Required action:
Return, from the data that follows, each line that holds the word "structured".
------------------------------
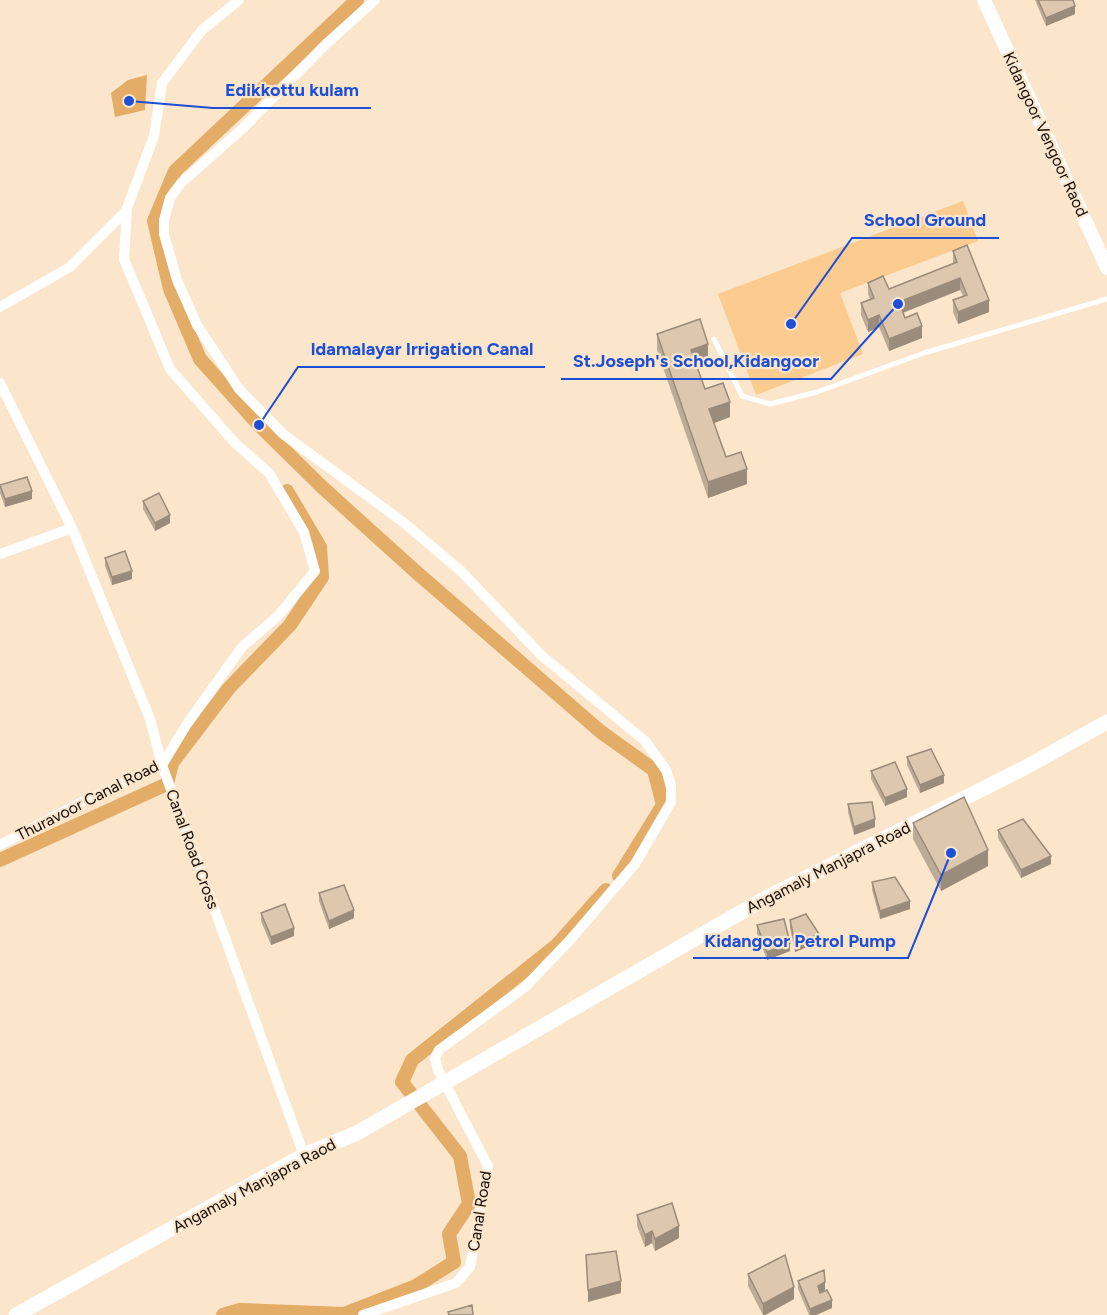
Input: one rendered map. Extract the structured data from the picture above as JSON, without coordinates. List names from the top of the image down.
{
  "streets": {
    "main road": ["Angamaly Manjapra Road", "Angamaly Manjapra Raod"],
    "street": [
      "Kidangoor Vengoor Raod",
      "Thuravoor Canal Road",
      "Canal Road Cross",
      "Canal Road"
    ]
  },
  "crossings": [
    ["Thuravoor Canal Road", "Canal Road Cross"],
    ["Canal Road Cross", "Angamaly Manjapra Raod"],
    ["Angamaly Manjapra Road", "Angamaly Manjapra Raod"],
    ["Angamaly Manjapra Raod", "Canal Road"]
  ],
  "places": [
    "Edikkottu kulam",
    "St.Joseph's School,Kidangoor",
    "School Ground",
    "Idamalayar Irrigation Canal",
    "Kidangoor Petrol Pump"
  ]
}
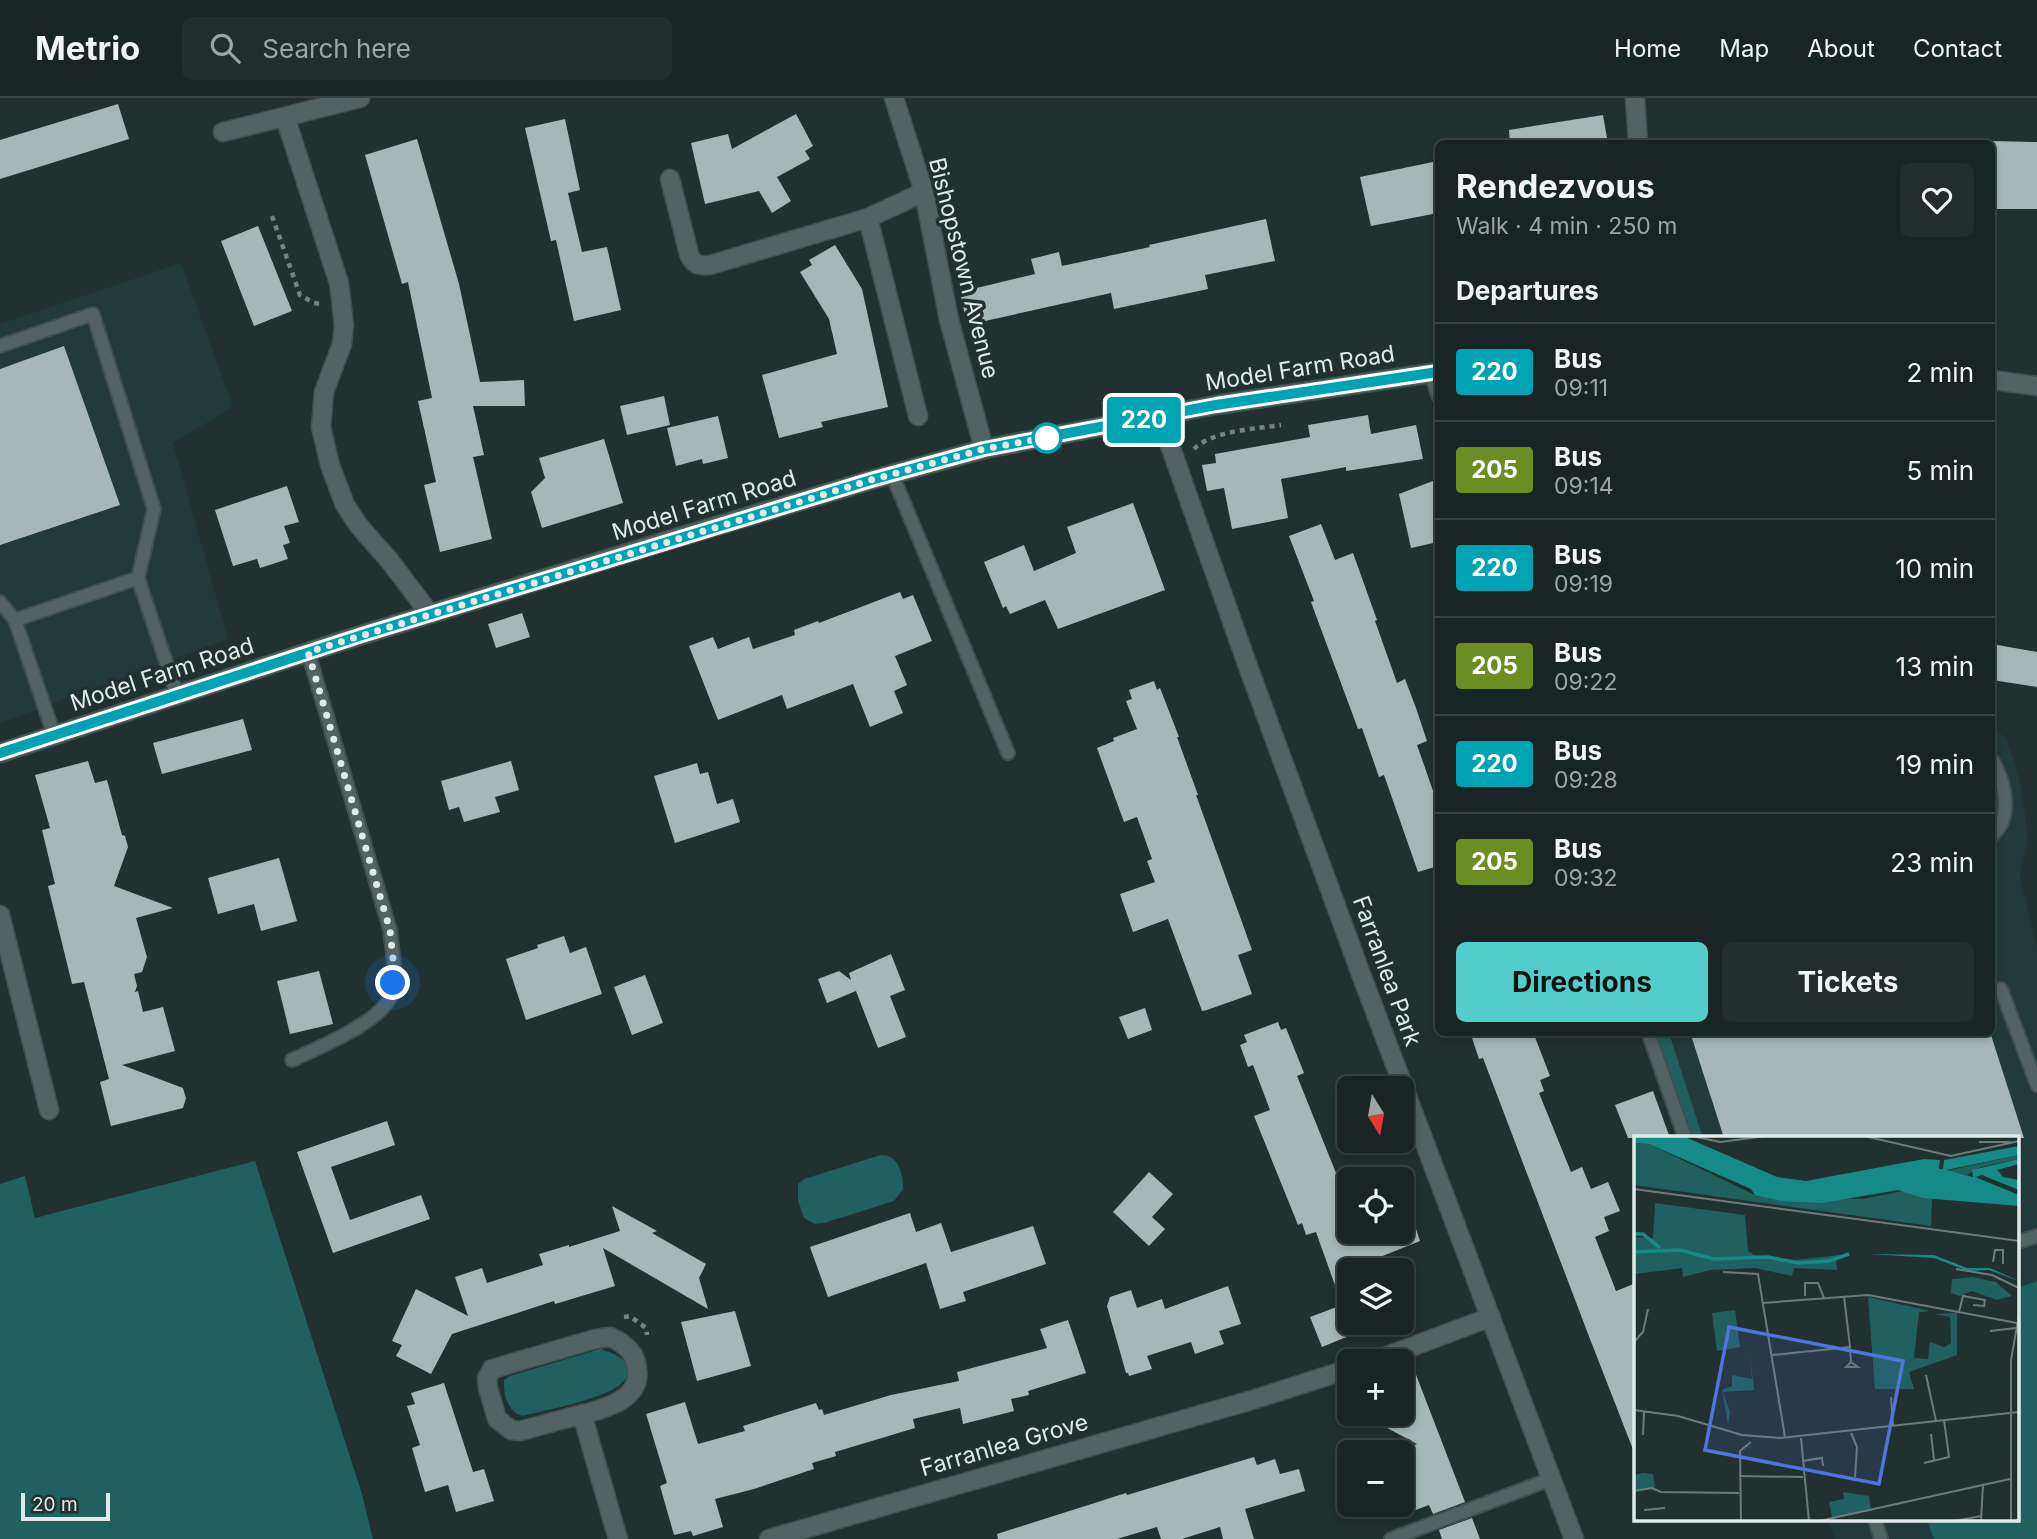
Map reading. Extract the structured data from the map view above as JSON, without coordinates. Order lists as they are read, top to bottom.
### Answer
{
  "streets": {
    "street": [
      "Bishopstown Avenue",
      "Model Farm Road",
      "Farranlea Park",
      "Farranlea Grove"
    ]
  },
  "crossings": [
    ["Bishopstown Avenue", "Model Farm Road"],
    ["Model Farm Road", "Farranlea Park"]
  ],
  "lines": ["bus line 220"],
  "scale_bar": "20 m",
  "north": "bottom",
  "page": {
    "header": "Metrio",
    "search": "Search here",
    "nav": [
      "Home",
      "Map",
      "About",
      "Contact"
    ],
    "on_map": "220",
    "heading": [
      ["Rendezvous", "Walk · 4 min · 250 m"],
      "Departures"
    ],
    "list": [
      {
        "mark": "220",
        "name": "Bus",
        "note": "09:11",
        "value": "2 min"
      },
      {
        "mark": "205",
        "name": "Bus",
        "note": "09:14",
        "value": "5 min"
      },
      {
        "mark": "220",
        "name": "Bus",
        "note": "09:19",
        "value": "10 min"
      },
      {
        "mark": "205",
        "name": "Bus",
        "note": "09:22",
        "value": "13 min"
      },
      {
        "mark": "220",
        "name": "Bus",
        "note": "09:28",
        "value": "19 min"
      },
      {
        "mark": "205",
        "name": "Bus",
        "note": "09:32",
        "value": "23 min"
      }
    ],
    "buttons": ["Directions", "Tickets"],
    "map_buttons": ["+", "−"],
    "scale": "20 m"
  }
}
------------------------------
Task answer:
Input: one rendered map. Extract the structured data from the picture above as JSON, without coordinates. List names from the top of the image down.
Map reading. Extract the structured data from the map view above as JSON, without coordinates. Order lists as they are read, top to bottom.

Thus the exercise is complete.